Softwareentwickler

  • Name: Benjamin Rüde
  • Beruf: Softwareentwickler
  • Funktion: Chefentwickler KDM
  • Departement und Dienststelle: Finanzdepartement, Zentrale Informatikdienste, E-Government und Datenmarkt-Services
  • Beim Kanton seit: 2010

Wie sieht ein typischer Arbeitstag für Sie aus?

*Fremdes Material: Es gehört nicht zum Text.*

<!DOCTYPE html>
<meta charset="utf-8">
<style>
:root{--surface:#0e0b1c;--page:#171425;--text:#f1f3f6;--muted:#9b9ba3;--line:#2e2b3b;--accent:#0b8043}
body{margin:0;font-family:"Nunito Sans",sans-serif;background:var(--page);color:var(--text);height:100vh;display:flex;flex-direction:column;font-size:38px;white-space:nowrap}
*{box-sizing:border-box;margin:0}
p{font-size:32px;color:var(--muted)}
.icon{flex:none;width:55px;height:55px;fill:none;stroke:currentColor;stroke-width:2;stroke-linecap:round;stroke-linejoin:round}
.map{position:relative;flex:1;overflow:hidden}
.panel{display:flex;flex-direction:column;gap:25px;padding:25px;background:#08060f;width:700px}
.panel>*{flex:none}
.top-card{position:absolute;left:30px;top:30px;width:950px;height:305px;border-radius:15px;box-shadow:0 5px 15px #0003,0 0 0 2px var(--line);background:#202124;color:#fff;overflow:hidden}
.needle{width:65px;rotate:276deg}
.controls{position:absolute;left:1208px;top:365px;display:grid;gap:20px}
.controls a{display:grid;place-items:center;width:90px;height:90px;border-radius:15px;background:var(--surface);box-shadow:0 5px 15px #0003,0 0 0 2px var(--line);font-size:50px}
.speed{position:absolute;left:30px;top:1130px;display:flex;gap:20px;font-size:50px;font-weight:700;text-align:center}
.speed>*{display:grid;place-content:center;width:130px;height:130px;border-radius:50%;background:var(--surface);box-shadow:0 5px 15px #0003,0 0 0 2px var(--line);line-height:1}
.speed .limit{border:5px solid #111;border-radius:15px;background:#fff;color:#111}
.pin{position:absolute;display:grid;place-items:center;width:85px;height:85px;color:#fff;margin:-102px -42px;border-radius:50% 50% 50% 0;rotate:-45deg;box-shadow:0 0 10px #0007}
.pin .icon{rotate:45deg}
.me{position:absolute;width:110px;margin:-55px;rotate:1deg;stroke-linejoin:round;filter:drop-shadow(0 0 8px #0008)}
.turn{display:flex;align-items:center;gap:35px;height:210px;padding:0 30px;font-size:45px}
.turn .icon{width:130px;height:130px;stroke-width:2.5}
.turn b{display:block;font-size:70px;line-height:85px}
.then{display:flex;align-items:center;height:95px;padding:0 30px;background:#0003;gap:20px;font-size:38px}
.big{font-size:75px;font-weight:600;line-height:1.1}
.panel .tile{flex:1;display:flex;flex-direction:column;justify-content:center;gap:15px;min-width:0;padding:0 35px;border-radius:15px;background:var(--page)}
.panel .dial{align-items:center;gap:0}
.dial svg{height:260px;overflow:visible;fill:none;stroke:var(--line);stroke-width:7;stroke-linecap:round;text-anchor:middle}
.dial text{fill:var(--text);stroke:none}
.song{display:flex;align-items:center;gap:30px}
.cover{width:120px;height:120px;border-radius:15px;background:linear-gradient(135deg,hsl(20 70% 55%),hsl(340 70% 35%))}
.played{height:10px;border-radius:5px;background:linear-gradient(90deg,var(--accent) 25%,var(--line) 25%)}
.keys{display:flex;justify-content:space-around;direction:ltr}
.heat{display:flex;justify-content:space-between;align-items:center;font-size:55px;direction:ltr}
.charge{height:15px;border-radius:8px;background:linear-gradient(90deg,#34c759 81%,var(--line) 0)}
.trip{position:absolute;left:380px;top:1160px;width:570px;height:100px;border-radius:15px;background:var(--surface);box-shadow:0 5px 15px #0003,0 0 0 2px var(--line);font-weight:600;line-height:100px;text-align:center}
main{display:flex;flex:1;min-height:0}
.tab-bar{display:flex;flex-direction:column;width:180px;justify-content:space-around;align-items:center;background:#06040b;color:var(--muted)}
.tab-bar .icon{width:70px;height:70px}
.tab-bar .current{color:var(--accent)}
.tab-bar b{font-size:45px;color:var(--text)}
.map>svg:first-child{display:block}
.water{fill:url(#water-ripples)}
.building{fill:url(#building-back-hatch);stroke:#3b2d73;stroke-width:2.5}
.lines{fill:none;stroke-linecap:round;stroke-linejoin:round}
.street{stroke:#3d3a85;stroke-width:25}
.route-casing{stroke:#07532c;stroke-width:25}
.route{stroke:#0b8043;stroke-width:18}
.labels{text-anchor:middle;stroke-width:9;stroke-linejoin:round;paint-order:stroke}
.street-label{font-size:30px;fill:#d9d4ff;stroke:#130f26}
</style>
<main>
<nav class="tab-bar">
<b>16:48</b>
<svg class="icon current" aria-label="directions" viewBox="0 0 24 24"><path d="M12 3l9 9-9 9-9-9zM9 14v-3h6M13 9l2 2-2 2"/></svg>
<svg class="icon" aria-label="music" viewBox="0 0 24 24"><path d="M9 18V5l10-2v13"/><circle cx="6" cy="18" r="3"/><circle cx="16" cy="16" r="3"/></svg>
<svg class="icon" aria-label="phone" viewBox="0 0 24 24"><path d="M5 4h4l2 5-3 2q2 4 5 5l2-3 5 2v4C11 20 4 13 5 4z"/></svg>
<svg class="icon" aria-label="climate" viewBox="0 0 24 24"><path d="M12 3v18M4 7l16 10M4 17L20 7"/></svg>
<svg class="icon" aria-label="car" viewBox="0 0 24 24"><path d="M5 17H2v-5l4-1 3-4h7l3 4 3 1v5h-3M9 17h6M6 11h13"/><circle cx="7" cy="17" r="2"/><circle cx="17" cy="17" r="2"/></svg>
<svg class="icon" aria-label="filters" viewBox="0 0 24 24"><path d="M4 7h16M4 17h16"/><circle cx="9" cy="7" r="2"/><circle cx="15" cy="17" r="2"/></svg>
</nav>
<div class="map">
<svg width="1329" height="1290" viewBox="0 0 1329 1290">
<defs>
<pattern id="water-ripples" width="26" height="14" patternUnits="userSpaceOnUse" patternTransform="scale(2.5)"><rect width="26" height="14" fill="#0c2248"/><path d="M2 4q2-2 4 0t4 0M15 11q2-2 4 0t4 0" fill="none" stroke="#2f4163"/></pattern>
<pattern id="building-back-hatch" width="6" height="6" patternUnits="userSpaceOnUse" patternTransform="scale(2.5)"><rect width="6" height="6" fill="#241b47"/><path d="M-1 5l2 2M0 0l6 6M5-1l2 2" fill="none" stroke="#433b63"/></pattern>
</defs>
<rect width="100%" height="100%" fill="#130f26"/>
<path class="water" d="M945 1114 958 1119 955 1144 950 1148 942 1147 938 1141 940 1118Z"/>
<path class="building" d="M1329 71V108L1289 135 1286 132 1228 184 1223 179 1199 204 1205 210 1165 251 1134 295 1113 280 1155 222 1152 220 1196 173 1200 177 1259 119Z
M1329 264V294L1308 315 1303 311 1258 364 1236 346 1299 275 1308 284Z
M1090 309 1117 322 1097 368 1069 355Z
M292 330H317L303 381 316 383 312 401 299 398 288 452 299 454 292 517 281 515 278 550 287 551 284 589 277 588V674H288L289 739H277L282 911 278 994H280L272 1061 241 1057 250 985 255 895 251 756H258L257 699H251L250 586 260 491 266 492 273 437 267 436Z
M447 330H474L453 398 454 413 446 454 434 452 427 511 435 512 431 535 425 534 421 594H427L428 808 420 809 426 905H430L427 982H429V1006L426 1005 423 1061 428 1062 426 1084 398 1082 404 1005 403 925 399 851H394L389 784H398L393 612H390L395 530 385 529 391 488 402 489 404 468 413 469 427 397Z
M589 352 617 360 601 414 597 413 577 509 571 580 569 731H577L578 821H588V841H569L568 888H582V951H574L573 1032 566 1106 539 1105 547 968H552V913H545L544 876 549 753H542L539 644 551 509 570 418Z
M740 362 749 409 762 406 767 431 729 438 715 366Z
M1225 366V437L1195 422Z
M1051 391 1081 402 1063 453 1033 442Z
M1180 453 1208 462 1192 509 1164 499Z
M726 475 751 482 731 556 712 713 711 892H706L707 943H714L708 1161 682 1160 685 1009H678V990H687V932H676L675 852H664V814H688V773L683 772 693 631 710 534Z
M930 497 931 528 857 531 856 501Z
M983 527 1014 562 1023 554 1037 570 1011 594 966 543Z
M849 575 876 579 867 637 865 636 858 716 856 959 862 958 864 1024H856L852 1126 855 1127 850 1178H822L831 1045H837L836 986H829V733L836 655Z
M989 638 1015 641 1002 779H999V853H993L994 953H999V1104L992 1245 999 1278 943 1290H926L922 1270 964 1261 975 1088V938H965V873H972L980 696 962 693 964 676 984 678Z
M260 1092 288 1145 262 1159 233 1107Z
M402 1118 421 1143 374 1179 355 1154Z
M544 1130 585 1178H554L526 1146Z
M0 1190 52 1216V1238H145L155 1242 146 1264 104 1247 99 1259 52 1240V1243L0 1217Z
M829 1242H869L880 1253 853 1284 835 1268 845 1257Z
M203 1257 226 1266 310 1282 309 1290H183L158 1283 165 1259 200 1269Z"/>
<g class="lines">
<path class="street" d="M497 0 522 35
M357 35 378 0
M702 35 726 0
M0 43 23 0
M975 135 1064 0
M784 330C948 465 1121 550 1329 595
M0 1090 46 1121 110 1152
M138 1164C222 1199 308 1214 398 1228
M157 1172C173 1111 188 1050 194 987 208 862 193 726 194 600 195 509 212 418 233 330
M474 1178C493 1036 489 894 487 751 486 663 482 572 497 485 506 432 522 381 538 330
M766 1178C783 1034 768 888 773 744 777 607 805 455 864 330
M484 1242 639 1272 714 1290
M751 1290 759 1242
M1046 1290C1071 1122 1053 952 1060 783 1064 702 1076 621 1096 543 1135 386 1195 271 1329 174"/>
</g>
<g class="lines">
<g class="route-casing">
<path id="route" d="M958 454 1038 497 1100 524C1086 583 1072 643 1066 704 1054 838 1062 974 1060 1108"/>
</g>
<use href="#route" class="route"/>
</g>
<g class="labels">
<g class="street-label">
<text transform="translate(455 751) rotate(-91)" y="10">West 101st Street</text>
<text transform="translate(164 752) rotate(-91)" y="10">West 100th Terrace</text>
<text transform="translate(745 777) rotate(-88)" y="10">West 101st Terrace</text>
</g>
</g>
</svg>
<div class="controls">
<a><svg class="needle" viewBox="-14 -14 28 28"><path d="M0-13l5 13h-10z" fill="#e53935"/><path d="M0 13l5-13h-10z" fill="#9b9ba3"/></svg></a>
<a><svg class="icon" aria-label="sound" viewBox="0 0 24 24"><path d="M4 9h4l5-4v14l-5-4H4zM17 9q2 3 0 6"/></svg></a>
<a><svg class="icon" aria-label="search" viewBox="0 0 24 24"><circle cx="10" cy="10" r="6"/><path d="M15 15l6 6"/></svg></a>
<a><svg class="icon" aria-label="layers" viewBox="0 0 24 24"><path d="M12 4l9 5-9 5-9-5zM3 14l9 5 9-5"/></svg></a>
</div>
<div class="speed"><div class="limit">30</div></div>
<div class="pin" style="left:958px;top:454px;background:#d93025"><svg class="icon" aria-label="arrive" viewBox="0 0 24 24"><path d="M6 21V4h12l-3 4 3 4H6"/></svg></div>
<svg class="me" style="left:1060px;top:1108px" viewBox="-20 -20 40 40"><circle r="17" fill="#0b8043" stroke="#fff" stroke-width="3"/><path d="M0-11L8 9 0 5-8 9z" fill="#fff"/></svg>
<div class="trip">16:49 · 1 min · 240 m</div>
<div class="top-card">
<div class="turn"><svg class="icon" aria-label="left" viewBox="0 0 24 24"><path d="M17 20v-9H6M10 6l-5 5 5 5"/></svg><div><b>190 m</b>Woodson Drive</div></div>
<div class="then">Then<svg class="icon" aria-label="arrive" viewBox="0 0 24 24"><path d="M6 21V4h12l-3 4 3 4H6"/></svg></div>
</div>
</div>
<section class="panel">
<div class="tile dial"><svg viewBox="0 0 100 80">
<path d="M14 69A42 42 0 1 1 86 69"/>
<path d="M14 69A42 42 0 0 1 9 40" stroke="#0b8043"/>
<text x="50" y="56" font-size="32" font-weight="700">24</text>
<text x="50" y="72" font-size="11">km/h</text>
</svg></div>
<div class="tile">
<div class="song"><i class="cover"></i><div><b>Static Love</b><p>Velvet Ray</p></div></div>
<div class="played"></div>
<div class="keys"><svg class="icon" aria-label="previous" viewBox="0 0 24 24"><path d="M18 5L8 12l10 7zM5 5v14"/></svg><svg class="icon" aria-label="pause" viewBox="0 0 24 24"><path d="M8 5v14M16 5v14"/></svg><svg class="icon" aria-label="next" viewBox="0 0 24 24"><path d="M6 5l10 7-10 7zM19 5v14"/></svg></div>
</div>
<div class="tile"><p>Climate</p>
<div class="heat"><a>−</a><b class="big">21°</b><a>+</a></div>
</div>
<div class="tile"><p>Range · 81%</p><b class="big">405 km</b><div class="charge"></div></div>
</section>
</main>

Meine Arbeit als Softwareentwickler hängt stark vom Projekt ab. Deshalb habe ich keinen starren Tagesablauf. Ich unterstütze zum Beispiel Dienststellen bei der Anschaffung neuer Software und führe die Verhandlungen mit den Softwarelieferanten. Eine meiner Hauptaufgaben ist daher das Spezifizieren: Ich beschreibe, wie eine Software funktionieren soll. Wir Entwickler haben aber am meisten Spass, wenn wir die Software selbst programmieren und testen können. Zurzeit arbeite ich am sogenannten Datenmarkt. Diese Plattform gewährleistet, dass die Daten der rund 60 Softwareanwendungen des Kantons miteinander abgeglichen werden. Dadurch erhält dann zum Beispiel die Steuerverwaltung automatisch eine Meldung, wenn jemand neu in den Kanton gezogen ist.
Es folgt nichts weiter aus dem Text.